- **About this task**: Would you reproduce the entries exactly, including every line?

[Collected data]
***

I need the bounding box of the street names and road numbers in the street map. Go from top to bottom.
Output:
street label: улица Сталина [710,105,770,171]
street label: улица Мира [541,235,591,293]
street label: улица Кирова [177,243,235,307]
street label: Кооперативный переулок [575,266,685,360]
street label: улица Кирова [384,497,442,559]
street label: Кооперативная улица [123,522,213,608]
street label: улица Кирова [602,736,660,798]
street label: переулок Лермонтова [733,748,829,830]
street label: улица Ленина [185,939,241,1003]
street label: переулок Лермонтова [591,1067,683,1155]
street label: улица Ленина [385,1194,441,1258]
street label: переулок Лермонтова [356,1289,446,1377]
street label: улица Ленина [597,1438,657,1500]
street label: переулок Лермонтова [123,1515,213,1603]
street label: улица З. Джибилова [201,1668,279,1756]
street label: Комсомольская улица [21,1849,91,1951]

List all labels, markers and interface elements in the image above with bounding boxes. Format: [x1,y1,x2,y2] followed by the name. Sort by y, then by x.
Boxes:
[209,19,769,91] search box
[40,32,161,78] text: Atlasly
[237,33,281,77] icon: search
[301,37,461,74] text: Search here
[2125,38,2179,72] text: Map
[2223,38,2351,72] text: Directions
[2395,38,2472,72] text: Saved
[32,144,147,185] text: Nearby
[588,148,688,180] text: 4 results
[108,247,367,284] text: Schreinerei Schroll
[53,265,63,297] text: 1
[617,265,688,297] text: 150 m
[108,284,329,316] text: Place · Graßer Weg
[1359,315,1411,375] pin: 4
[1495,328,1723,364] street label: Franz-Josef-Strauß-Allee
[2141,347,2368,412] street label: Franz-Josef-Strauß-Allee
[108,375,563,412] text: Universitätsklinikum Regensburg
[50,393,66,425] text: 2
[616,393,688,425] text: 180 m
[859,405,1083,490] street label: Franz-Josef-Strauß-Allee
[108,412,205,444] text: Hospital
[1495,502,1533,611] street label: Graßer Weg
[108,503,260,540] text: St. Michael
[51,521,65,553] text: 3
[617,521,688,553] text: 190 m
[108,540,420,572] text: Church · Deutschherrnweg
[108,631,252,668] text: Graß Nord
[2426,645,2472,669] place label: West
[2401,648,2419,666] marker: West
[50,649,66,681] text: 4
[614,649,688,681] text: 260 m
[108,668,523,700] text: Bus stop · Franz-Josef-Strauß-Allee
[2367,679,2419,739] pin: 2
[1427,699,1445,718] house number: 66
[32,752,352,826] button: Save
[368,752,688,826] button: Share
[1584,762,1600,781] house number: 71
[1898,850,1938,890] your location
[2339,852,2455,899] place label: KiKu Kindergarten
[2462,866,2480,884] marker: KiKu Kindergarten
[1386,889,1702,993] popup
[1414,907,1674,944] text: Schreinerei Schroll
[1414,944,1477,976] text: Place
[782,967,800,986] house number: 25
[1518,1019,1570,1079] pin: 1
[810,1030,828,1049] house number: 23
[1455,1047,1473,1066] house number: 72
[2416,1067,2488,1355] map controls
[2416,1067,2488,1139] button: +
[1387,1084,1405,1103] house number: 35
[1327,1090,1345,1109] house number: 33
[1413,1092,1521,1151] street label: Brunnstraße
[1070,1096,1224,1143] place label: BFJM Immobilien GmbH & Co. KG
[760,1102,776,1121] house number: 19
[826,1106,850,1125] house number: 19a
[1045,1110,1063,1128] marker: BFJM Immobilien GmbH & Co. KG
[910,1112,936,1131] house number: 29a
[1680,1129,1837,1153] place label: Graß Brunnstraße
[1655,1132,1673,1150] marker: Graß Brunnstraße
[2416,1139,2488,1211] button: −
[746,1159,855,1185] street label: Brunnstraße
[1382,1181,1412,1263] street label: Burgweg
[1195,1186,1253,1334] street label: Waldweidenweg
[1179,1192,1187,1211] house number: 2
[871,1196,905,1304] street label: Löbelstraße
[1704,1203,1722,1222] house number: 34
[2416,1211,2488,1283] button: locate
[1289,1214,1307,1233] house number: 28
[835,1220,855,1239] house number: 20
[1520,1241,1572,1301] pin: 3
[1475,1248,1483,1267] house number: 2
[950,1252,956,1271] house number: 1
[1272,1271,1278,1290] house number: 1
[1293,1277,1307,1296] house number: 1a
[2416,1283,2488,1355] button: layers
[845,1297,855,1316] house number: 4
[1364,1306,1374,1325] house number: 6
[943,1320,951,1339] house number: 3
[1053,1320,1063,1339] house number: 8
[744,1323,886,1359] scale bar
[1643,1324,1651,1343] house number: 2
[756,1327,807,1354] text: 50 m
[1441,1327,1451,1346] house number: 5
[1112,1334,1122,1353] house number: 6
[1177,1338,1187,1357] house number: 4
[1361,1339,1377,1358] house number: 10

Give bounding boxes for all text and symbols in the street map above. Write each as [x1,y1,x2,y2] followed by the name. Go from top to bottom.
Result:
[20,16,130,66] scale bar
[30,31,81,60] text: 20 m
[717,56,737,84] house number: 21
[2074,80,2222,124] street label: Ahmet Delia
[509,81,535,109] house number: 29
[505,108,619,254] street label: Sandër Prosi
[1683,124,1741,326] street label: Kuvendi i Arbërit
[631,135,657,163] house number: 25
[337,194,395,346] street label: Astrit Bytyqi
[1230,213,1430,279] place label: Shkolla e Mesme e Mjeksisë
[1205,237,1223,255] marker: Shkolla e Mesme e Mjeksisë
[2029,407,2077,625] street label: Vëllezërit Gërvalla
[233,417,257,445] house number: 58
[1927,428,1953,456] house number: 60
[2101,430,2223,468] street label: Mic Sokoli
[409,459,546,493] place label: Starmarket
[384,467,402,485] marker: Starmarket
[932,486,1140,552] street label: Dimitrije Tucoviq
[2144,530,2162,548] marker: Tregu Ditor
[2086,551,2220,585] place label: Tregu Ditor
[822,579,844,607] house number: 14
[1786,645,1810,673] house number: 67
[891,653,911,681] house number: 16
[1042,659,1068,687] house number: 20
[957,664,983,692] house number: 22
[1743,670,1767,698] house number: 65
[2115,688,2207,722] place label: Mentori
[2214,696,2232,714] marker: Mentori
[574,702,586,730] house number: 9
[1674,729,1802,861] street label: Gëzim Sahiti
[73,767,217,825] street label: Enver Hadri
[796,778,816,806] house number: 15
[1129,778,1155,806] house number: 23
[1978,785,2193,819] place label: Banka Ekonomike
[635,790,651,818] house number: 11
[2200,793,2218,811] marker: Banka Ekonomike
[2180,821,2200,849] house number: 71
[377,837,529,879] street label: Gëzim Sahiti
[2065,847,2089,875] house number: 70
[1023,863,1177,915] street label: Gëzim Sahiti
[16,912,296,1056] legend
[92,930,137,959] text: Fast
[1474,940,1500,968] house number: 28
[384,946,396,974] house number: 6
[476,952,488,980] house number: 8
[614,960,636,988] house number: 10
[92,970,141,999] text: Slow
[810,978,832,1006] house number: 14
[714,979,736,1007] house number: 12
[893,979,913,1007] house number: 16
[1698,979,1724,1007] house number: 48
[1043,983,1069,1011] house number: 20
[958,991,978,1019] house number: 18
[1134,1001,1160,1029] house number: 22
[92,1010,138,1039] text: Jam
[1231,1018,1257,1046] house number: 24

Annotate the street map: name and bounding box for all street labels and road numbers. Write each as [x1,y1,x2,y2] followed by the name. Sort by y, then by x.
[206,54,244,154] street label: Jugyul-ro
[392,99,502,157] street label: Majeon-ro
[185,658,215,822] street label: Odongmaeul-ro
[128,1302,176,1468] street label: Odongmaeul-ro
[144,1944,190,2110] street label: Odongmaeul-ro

***

- **Solution below**:
I need the bounding box of the street names and road numbers in the street map. Go from top to bottom.
Output:
street label: улица Сталина [710,105,770,171]
street label: улица Мира [541,235,591,293]
street label: улица Кирова [177,243,235,307]
street label: Кооперативный переулок [575,266,685,360]
street label: улица Кирова [384,497,442,559]
street label: Кооперативная улица [123,522,213,608]
street label: улица Кирова [602,736,660,798]
street label: переулок Лермонтова [733,748,829,830]
street label: улица Ленина [185,939,241,1003]
street label: переулок Лермонтова [591,1067,683,1155]
street label: улица Ленина [385,1194,441,1258]
street label: переулок Лермонтова [356,1289,446,1377]
street label: улица Ленина [597,1438,657,1500]
street label: переулок Лермонтова [123,1515,213,1603]
street label: улица З. Джибилова [201,1668,279,1756]
street label: Комсомольская улица [21,1849,91,1951]

List all labels, markers and interface elements in the image above with bounding boxes. Format: [x1,y1,x2,y2] followed by the name. Sort by y, then by x.
Boxes:
[209,19,769,91] search box
[40,32,161,78] text: Atlasly
[237,33,281,77] icon: search
[301,37,461,74] text: Search here
[2125,38,2179,72] text: Map
[2223,38,2351,72] text: Directions
[2395,38,2472,72] text: Saved
[32,144,147,185] text: Nearby
[588,148,688,180] text: 4 results
[108,247,367,284] text: Schreinerei Schroll
[53,265,63,297] text: 1
[617,265,688,297] text: 150 m
[108,284,329,316] text: Place · Graßer Weg
[1359,315,1411,375] pin: 4
[1495,328,1723,364] street label: Franz-Josef-Strauß-Allee
[2141,347,2368,412] street label: Franz-Josef-Strauß-Allee
[108,375,563,412] text: Universitätsklinikum Regensburg
[50,393,66,425] text: 2
[616,393,688,425] text: 180 m
[859,405,1083,490] street label: Franz-Josef-Strauß-Allee
[108,412,205,444] text: Hospital
[1495,502,1533,611] street label: Graßer Weg
[108,503,260,540] text: St. Michael
[51,521,65,553] text: 3
[617,521,688,553] text: 190 m
[108,540,420,572] text: Church · Deutschherrnweg
[108,631,252,668] text: Graß Nord
[2426,645,2472,669] place label: West
[2401,648,2419,666] marker: West
[50,649,66,681] text: 4
[614,649,688,681] text: 260 m
[108,668,523,700] text: Bus stop · Franz-Josef-Strauß-Allee
[2367,679,2419,739] pin: 2
[1427,699,1445,718] house number: 66
[32,752,352,826] button: Save
[368,752,688,826] button: Share
[1584,762,1600,781] house number: 71
[1898,850,1938,890] your location
[2339,852,2455,899] place label: KiKu Kindergarten
[2462,866,2480,884] marker: KiKu Kindergarten
[1386,889,1702,993] popup
[1414,907,1674,944] text: Schreinerei Schroll
[1414,944,1477,976] text: Place
[782,967,800,986] house number: 25
[1518,1019,1570,1079] pin: 1
[810,1030,828,1049] house number: 23
[1455,1047,1473,1066] house number: 72
[2416,1067,2488,1355] map controls
[2416,1067,2488,1139] button: +
[1387,1084,1405,1103] house number: 35
[1327,1090,1345,1109] house number: 33
[1413,1092,1521,1151] street label: Brunnstraße
[1070,1096,1224,1143] place label: BFJM Immobilien GmbH & Co. KG
[760,1102,776,1121] house number: 19
[826,1106,850,1125] house number: 19a
[1045,1110,1063,1128] marker: BFJM Immobilien GmbH & Co. KG
[910,1112,936,1131] house number: 29a
[1680,1129,1837,1153] place label: Graß Brunnstraße
[1655,1132,1673,1150] marker: Graß Brunnstraße
[2416,1139,2488,1211] button: −
[746,1159,855,1185] street label: Brunnstraße
[1382,1181,1412,1263] street label: Burgweg
[1195,1186,1253,1334] street label: Waldweidenweg
[1179,1192,1187,1211] house number: 2
[871,1196,905,1304] street label: Löbelstraße
[1704,1203,1722,1222] house number: 34
[2416,1211,2488,1283] button: locate
[1289,1214,1307,1233] house number: 28
[835,1220,855,1239] house number: 20
[1520,1241,1572,1301] pin: 3
[1475,1248,1483,1267] house number: 2
[950,1252,956,1271] house number: 1
[1272,1271,1278,1290] house number: 1
[1293,1277,1307,1296] house number: 1a
[2416,1283,2488,1355] button: layers
[845,1297,855,1316] house number: 4
[1364,1306,1374,1325] house number: 6
[943,1320,951,1339] house number: 3
[1053,1320,1063,1339] house number: 8
[744,1323,886,1359] scale bar
[1643,1324,1651,1343] house number: 2
[756,1327,807,1354] text: 50 m
[1441,1327,1451,1346] house number: 5
[1112,1334,1122,1353] house number: 6
[1177,1338,1187,1357] house number: 4
[1361,1339,1377,1358] house number: 10

Give bounding boxes for all text and symbols in the street map above. Write each as [x1,y1,x2,y2] followed by the name. Go from top to bottom.
Result:
[20,16,130,66] scale bar
[30,31,81,60] text: 20 m
[717,56,737,84] house number: 21
[2074,80,2222,124] street label: Ahmet Delia
[509,81,535,109] house number: 29
[505,108,619,254] street label: Sandër Prosi
[1683,124,1741,326] street label: Kuvendi i Arbërit
[631,135,657,163] house number: 25
[337,194,395,346] street label: Astrit Bytyqi
[1230,213,1430,279] place label: Shkolla e Mesme e Mjeksisë
[1205,237,1223,255] marker: Shkolla e Mesme e Mjeksisë
[2029,407,2077,625] street label: Vëllezërit Gërvalla
[233,417,257,445] house number: 58
[1927,428,1953,456] house number: 60
[2101,430,2223,468] street label: Mic Sokoli
[409,459,546,493] place label: Starmarket
[384,467,402,485] marker: Starmarket
[932,486,1140,552] street label: Dimitrije Tucoviq
[2144,530,2162,548] marker: Tregu Ditor
[2086,551,2220,585] place label: Tregu Ditor
[822,579,844,607] house number: 14
[1786,645,1810,673] house number: 67
[891,653,911,681] house number: 16
[1042,659,1068,687] house number: 20
[957,664,983,692] house number: 22
[1743,670,1767,698] house number: 65
[2115,688,2207,722] place label: Mentori
[2214,696,2232,714] marker: Mentori
[574,702,586,730] house number: 9
[1674,729,1802,861] street label: Gëzim Sahiti
[73,767,217,825] street label: Enver Hadri
[796,778,816,806] house number: 15
[1129,778,1155,806] house number: 23
[1978,785,2193,819] place label: Banka Ekonomike
[635,790,651,818] house number: 11
[2200,793,2218,811] marker: Banka Ekonomike
[2180,821,2200,849] house number: 71
[377,837,529,879] street label: Gëzim Sahiti
[2065,847,2089,875] house number: 70
[1023,863,1177,915] street label: Gëzim Sahiti
[16,912,296,1056] legend
[92,930,137,959] text: Fast
[1474,940,1500,968] house number: 28
[384,946,396,974] house number: 6
[476,952,488,980] house number: 8
[614,960,636,988] house number: 10
[92,970,141,999] text: Slow
[810,978,832,1006] house number: 14
[714,979,736,1007] house number: 12
[893,979,913,1007] house number: 16
[1698,979,1724,1007] house number: 48
[1043,983,1069,1011] house number: 20
[958,991,978,1019] house number: 18
[1134,1001,1160,1029] house number: 22
[92,1010,138,1039] text: Jam
[1231,1018,1257,1046] house number: 24

Annotate the street map: name and bounding box for all street labels and road numbers. Write each as [x1,y1,x2,y2] followed by the name. Sort by y, then by x.
[206,54,244,154] street label: Jugyul-ro
[392,99,502,157] street label: Majeon-ro
[185,658,215,822] street label: Odongmaeul-ro
[128,1302,176,1468] street label: Odongmaeul-ro
[144,1944,190,2110] street label: Odongmaeul-ro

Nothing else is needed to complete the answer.